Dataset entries

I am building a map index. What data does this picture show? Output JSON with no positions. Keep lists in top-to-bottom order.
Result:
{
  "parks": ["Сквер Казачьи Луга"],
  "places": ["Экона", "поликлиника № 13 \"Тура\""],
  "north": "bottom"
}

What the task asks: Transcribe, exactly and completely, all of the entries.

Written response:
I am building a map index. What data does this picture show? Output JSON with no positions. Keep lists in top-to-bottom order.
Result:
{
  "parks": ["Сквер Казачьи Луга"],
  "places": ["Экона", "поликлиника № 13 \"Тура\""],
  "north": "bottom"
}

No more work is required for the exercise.